ETA444 / datasafari

DataSafari simplifies complex data science tasks into straightforward, powerful one-liners.
https://datasafari.dev
GNU General Public License v3.0
2 stars 0 forks source link

Implement new evaluate_normality() method: 'lilliefors' #75

Closed ETA444 closed 6 months ago

ETA444 commented 8 months ago

Title: Introducing Lilliefors' Test for Normality Assessment

Description: This update incorporates the Lilliefors test into the normality testing module, providing users with an additional tool for assessing the normality of their data. Lilliefors' test is an adaptation of the Kolmogorov-Smirnov test specifically designed for normality testing, offering the advantage of not requiring knowledge of the mean and variance parameters. It is particularly well-suited for small to moderately sized samples and is sensitive to deviations from normality in the center of the distribution. The inclusion of Lilliefors' test enhances the module's capability to detect deviations from normality, providing users with a comprehensive assessment of their data's distribution.

Example Usage:

import pandas as pd
import numpy as np

# Load example dataset
data = {
    'Group': np.random.choice(['A', 'B', 'C'], 100),
    'Data': np.random.normal(0, 1, 100)
}
df = pd.DataFrame(data)

# Evaluate normality using Lilliefors' test
normality_results = evaluate_normality(df, 'Data', 'Group', method='lilliefors')

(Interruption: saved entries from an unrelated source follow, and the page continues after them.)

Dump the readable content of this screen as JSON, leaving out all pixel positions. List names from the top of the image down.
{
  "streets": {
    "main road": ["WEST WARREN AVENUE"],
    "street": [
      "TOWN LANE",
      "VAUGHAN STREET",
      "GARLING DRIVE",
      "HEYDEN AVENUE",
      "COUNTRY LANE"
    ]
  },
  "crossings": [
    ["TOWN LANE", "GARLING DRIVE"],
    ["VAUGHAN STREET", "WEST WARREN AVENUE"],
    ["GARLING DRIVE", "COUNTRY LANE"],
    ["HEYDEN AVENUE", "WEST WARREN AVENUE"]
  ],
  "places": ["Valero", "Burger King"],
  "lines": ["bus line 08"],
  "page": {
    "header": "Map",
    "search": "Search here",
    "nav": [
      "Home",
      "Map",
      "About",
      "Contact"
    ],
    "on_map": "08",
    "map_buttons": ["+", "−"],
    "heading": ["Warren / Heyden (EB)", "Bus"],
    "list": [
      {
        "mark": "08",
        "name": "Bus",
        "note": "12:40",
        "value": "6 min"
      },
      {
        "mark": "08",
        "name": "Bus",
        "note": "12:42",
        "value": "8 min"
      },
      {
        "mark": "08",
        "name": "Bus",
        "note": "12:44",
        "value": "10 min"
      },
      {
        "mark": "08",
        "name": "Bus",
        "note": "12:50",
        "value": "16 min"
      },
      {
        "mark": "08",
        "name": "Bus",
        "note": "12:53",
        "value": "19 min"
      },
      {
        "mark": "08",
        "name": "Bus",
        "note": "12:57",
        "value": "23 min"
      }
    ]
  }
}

Expected Outcome: By leveraging Lilliefors' test, users can assess the normality of their data with increased accuracy, especially in scenarios involving small to moderately sized samples. Lilliefors' test is sensitive to deviations from normality in the center of the distribution, making it complementary to other normality tests. The integration of Lilliefors' test enhances the normality testing module, providing users with a more comprehensive toolkit for evaluating the distribution of their data.

Additional Context: The addition of Lilliefors' test to the normality testing module enhances its versatility and reliability. Lilliefors' test offers a practical solution for assessing normality in datasets where the mean and variance parameters are not known. Its sensitivity to deviations from normality in the central part of the distribution makes it a valuable asset in the normality assessment process. This update underscores our commitment to providing users with robust and comprehensive tools for statistical analysis and hypothesis testing.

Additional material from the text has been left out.